**Task objective:** Examine each line of the data. Copy the line if it includes the word "symbols".

(Saved data entries)
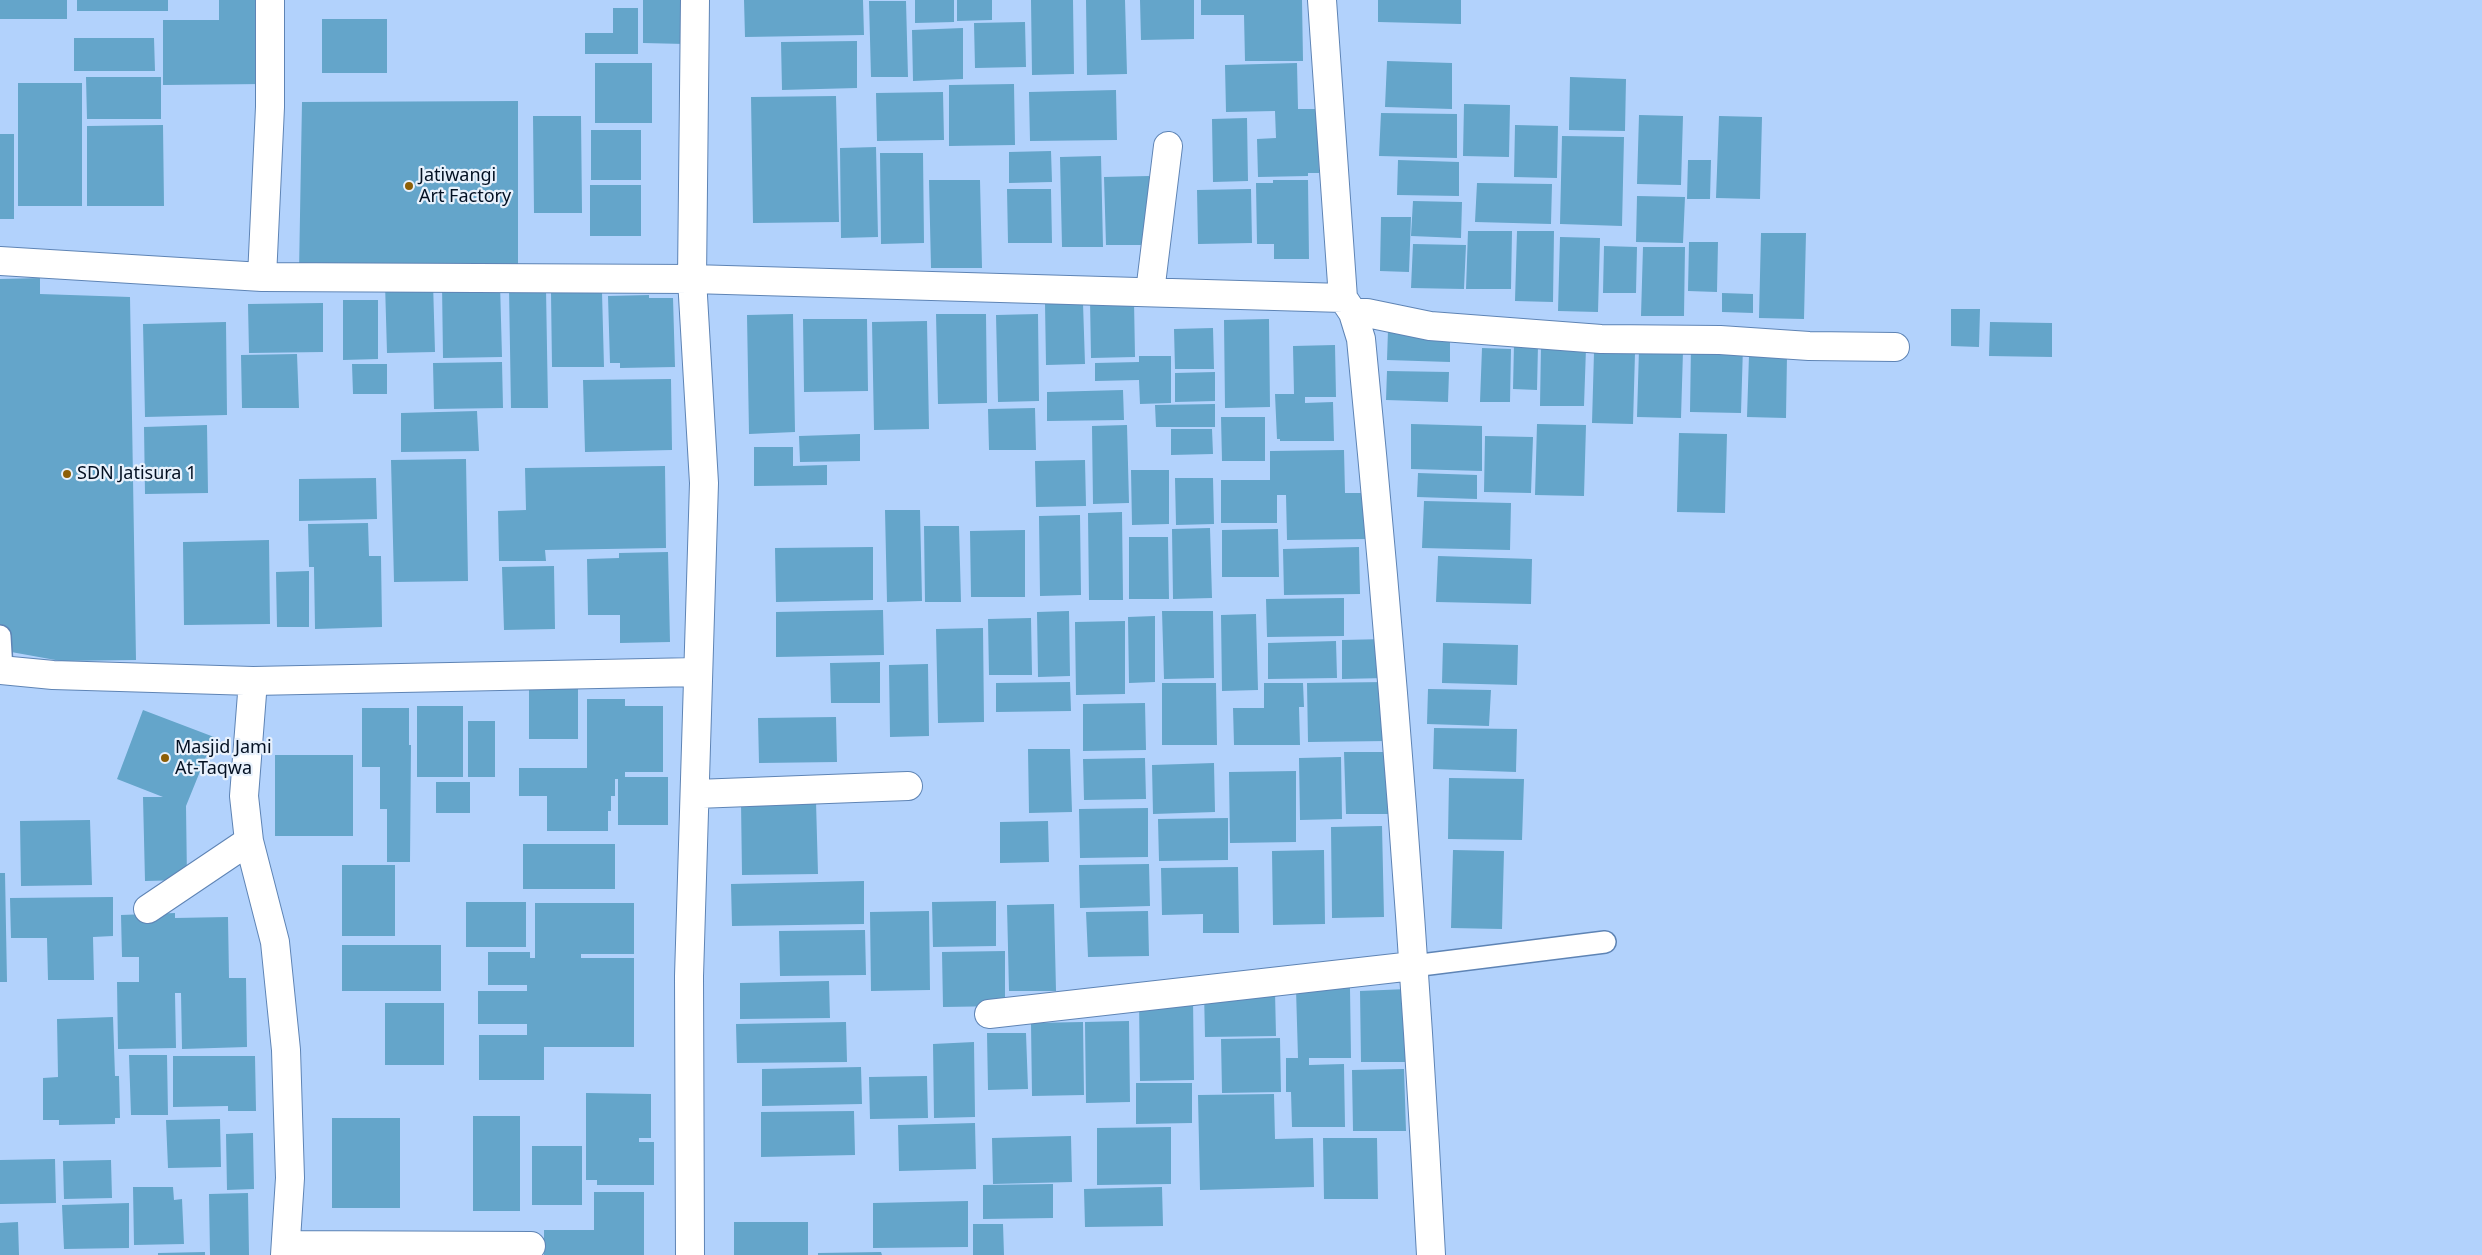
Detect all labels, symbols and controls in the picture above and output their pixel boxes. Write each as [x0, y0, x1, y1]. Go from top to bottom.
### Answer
place label: Jatiwangi Art Factory [419, 165, 511, 208]
marker: Jatiwangi Art Factory [403, 180, 415, 192]
place label: SDN Jatisura 1 [77, 463, 196, 485]
marker: SDN Jatisura 1 [61, 468, 73, 480]
place label: Masjid Jami At-Taqwa [175, 737, 272, 780]
marker: Masjid Jami At-Taqwa [159, 752, 171, 764]

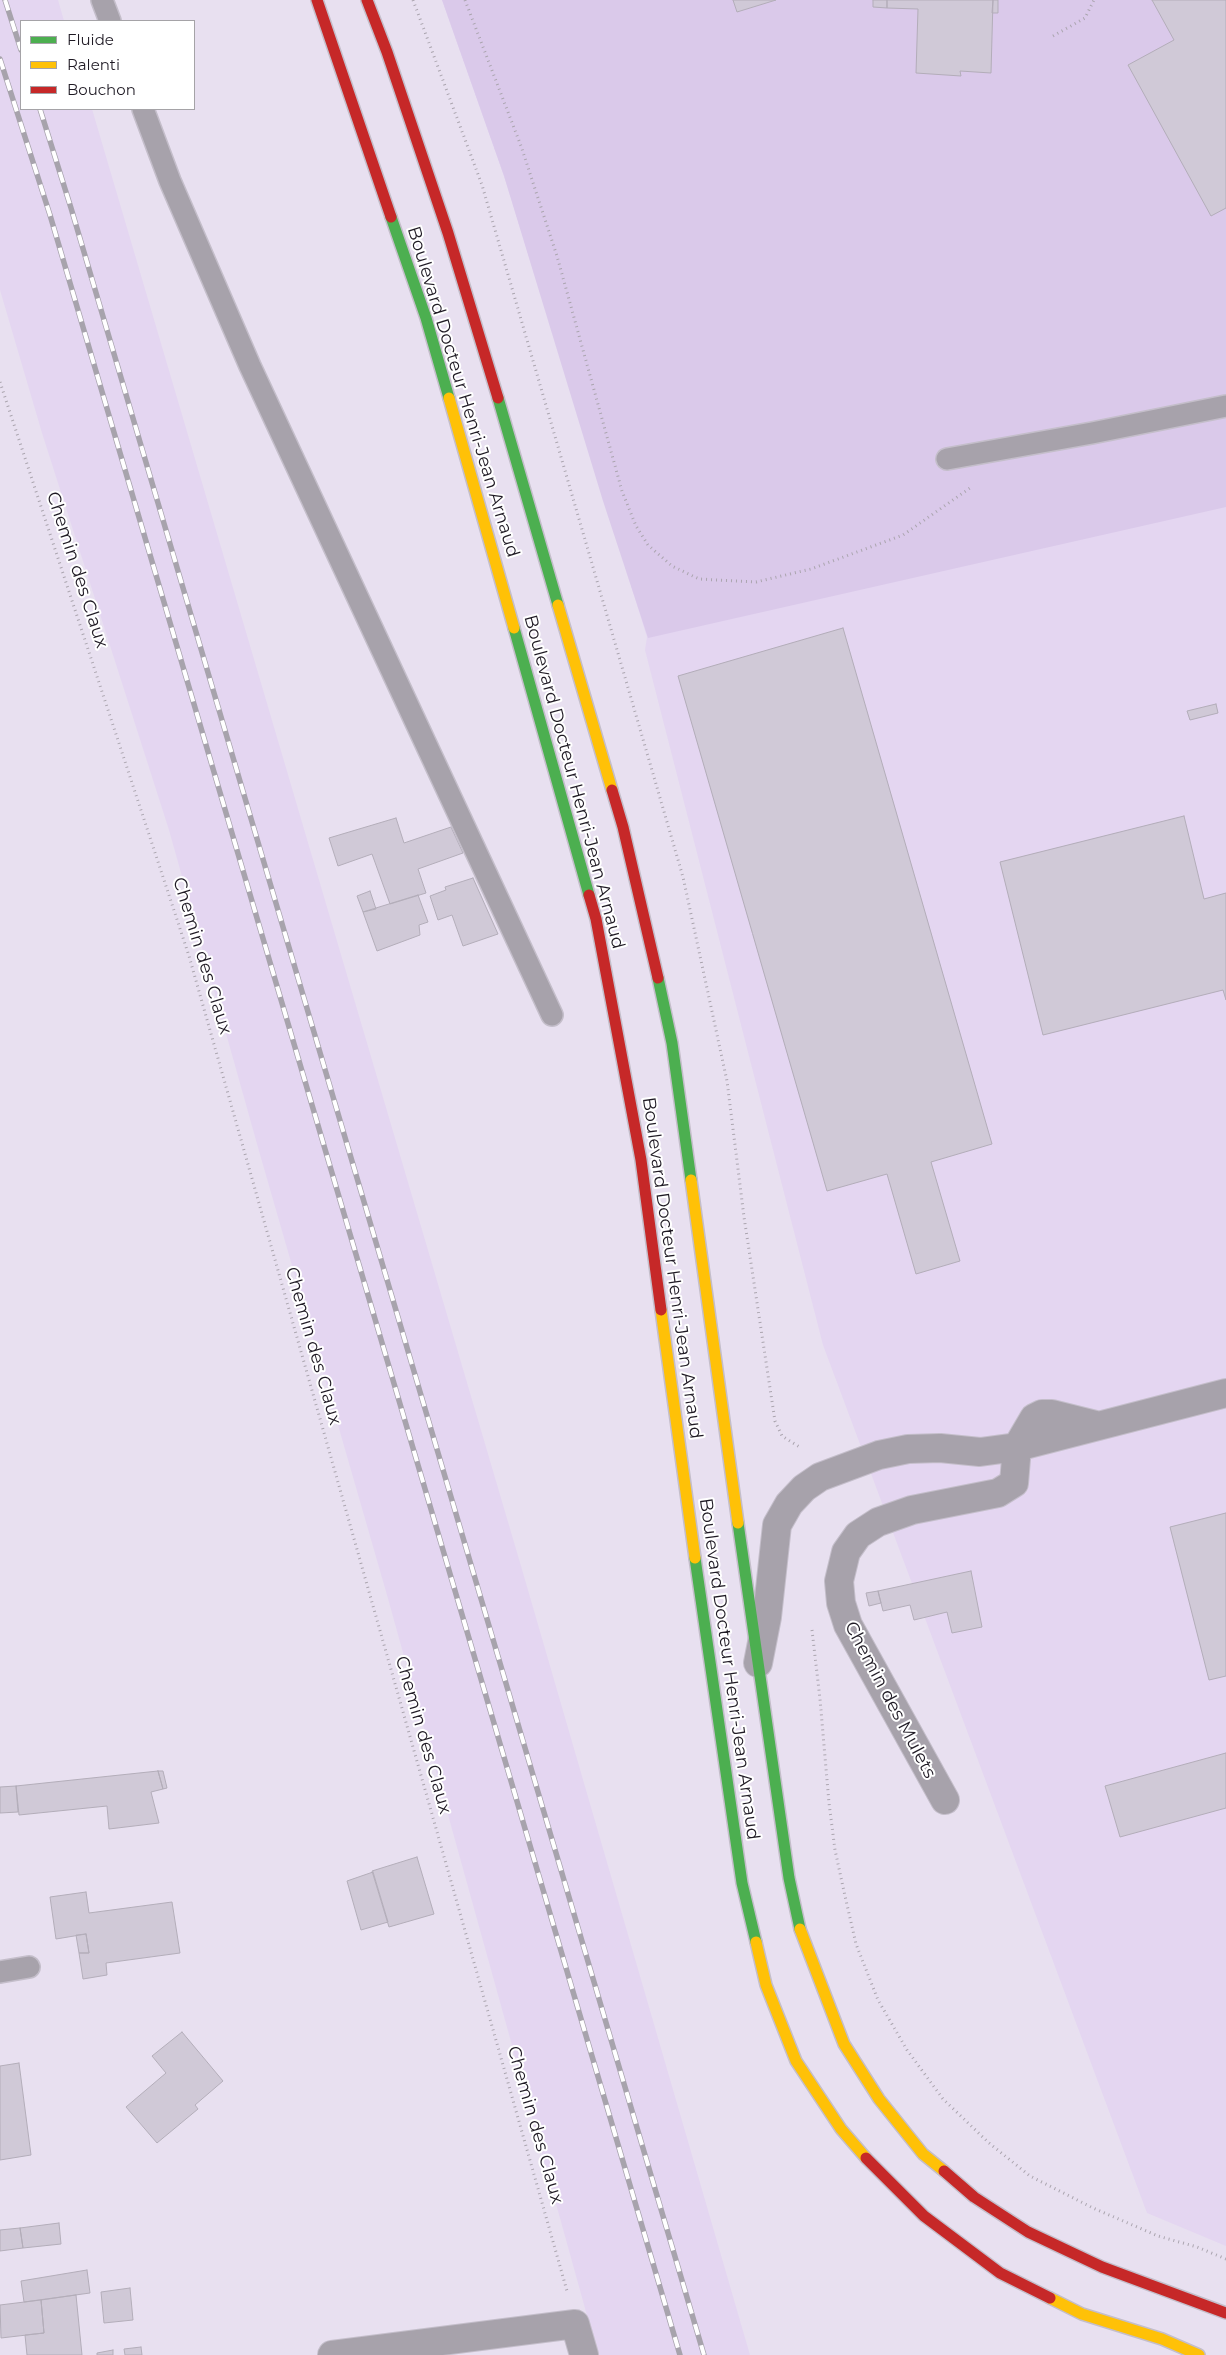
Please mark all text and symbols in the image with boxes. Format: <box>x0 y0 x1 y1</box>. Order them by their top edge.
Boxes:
legend <box>20 20 195 110</box>
text: Fluide <box>67 30 114 49</box>
text: Ralenti <box>67 55 120 74</box>
text: Bouchon <box>67 80 136 99</box>
street label: Boulevard Docteur Henri-Jean Arnaud <box>402 224 524 560</box>
street label: Chemin des Claux <box>42 489 112 651</box>
street label: Boulevard Docteur Henri-Jean Arnaud <box>519 613 629 951</box>
street label: Chemin des Claux <box>168 875 236 1037</box>
street label: Boulevard Docteur Henri-Jean Arnaud <box>637 1096 707 1440</box>
street label: Chemin des Claux <box>280 1265 346 1427</box>
street label: Boulevard Docteur Henri-Jean Arnaud <box>694 1497 764 1841</box>
street label: Chemin des Mulets <box>840 1618 940 1782</box>
street label: Chemin des Claux <box>390 1654 456 1816</box>
street label: Chemin des Claux <box>502 2044 568 2206</box>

**Task answer:**
Detect all labels, symbols and controls in the picture above and output their pixel boxes. Write each as [x0, y0, x1, y1]. Go from top to bottom.
Please mark all text and symbols in the image with boxes. Format: <box>x0 y0 x1 y1</box>. Order them by their top edge.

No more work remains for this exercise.